Il crimine di cui si parla non è, tuttavia, meno grave dell’atto di uccidere altri esseri umani inermi (o dell’omettere ogni azione che impedisca i medesimi effetti) mediante l’uso della barbarie, perciò aggredendo e violando con razionale sopruso.
Non esiste una sola autorità definibile dall’uomo che possa decidere della vita altrui!
È lecito domandarsi, allora, perché si sia presa la decisione di perseguire il crimine internazionale oggi, omettendo di farlo molto prima per tutto ciò cui abbiamo finora assistito.
Il timore è che si faccia della giustizia internazionale un uso sospinto anche da motivi di opportunità e non solo da desiderio di verità.
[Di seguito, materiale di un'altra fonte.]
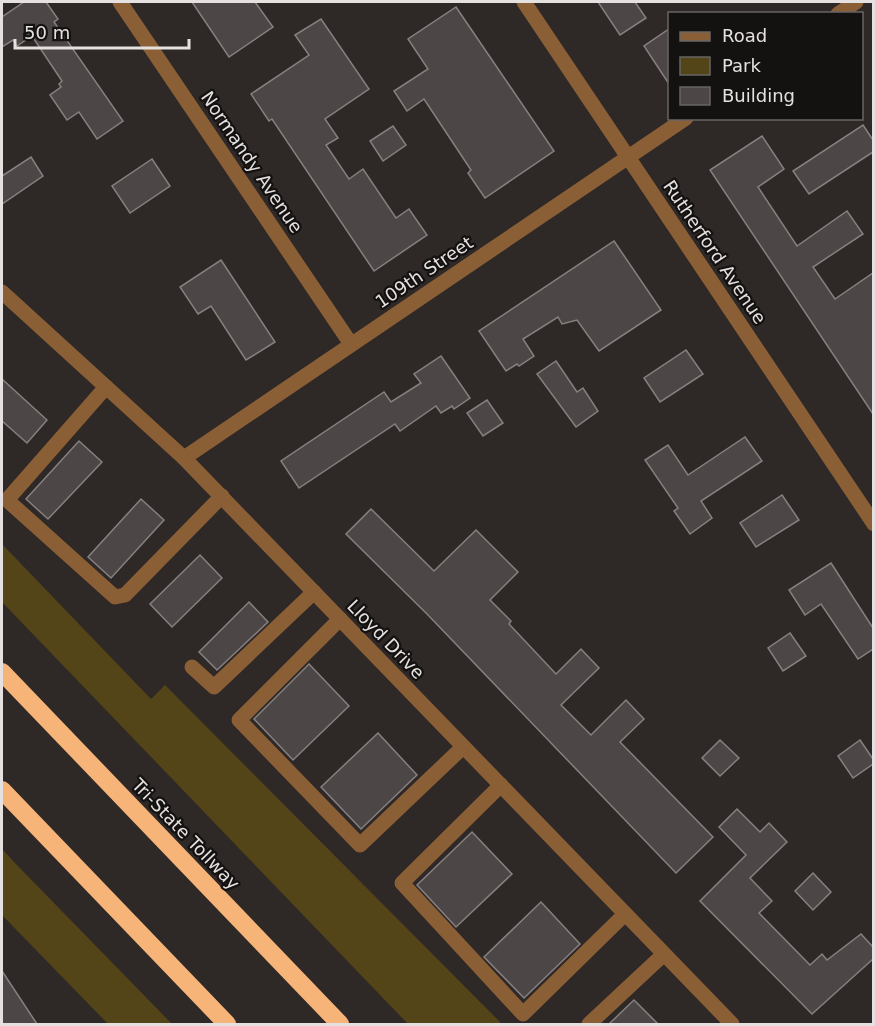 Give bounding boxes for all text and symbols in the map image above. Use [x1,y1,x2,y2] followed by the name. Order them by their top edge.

Riconoscere crimini a danno del diritto internazionale parimenti evidenti nel conflitto russo-ucraino, ma anche in altri conflitti o crisi internazionali, obbligherebbe a portare sul banco degli imputati altri decisori della storia recente, non solo Vladimir Putin. Farlo metterebbe dunque in discussione l’esercizio di altre autorità, alcune di queste a noi non ugualmente avverse.
Appare, allora, che dietro alla decisione di perseguire l’autarca russo per un crimine tanto grave quanto unico vi possano esservi motivi non solo di altissimo principio etico ma soprattutto di prosaica opportunità. Se così fosse, il male, quello profondo che porta ad altro male, non sarebbe risolto! Quella decisione sarebbe, essa stessa, prodromica di un nuovo male!